In C++, does initializing a global variable with itself have undefined behaviour?
Asked Answered
E

4

68
int i = i;

int main() { 
 int a = a;
 return 0;
} 

int a = a surely has undefined behaviour (UB), and more details on it is in Is reading an uninitialized value always an undefined behaviour? Or are there exceptions to it?.

But what about int i = i? In C++ we are allowed to assign nonconstant values to globals. i is declared and zero initialized (since it has file scope) before the declaration is encountered. In which case we are assigning 0 to it later in the definition. Is it safe to say this does not have UB?

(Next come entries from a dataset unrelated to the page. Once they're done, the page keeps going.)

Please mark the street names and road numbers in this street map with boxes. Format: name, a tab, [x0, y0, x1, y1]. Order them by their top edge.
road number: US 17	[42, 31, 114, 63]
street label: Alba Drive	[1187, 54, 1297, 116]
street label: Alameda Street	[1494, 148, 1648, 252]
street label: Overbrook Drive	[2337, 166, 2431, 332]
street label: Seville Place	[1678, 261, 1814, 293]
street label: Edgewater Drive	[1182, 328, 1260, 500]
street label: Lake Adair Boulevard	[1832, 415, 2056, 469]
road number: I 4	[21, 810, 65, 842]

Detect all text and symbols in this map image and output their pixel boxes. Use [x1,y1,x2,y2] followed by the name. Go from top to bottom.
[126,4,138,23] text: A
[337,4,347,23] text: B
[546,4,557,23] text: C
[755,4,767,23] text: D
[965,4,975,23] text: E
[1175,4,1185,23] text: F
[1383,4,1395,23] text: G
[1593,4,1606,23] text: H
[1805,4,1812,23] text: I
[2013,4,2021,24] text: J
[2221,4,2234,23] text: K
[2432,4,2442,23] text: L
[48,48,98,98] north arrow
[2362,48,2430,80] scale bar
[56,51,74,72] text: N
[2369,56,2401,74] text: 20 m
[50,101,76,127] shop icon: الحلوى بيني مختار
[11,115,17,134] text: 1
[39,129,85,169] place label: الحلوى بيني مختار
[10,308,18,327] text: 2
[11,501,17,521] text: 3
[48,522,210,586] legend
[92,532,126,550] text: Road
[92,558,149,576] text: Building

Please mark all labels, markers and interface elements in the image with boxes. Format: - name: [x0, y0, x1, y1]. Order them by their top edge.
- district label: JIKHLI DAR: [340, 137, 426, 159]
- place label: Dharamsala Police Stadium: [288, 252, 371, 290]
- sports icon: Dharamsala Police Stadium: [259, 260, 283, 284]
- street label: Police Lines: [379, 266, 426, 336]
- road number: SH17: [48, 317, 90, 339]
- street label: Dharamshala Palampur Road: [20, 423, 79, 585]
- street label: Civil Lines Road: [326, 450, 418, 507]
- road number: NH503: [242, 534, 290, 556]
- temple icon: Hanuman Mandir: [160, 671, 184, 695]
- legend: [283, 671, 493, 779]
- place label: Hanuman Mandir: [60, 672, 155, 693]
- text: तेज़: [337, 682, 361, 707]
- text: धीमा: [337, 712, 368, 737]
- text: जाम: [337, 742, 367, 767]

Eldoraeldorado answered 15/6, 2021 at 2:25 Comment(3)
Yes, this is safe as you say because objects of static storage duration are zero-initialized before any other initializationFrayne
File scope is a concept from C. Corresponding concept in C++ is namespace scope.Graphic
The reason initializers have visibility over the identifier being initialized is to that recursive/circular references are possible like struct circular_list x = { &x, &x }. That's what it's for.Erdda
P
61

Surprisingly, this is not undefined behavior.

Static initialization [basic.start.static]

Constant initialization is performed if a variable or temporary object with static or thread storage duration is constant-initialized. If constant initialization is not performed, a variable with static storage duration or thread storage duration is zero-initialized. Together, zero-initialization and constant initialization are called static initialization; all other initialization is dynamic initialization. All static initialization strongly happens before any dynamic initialization.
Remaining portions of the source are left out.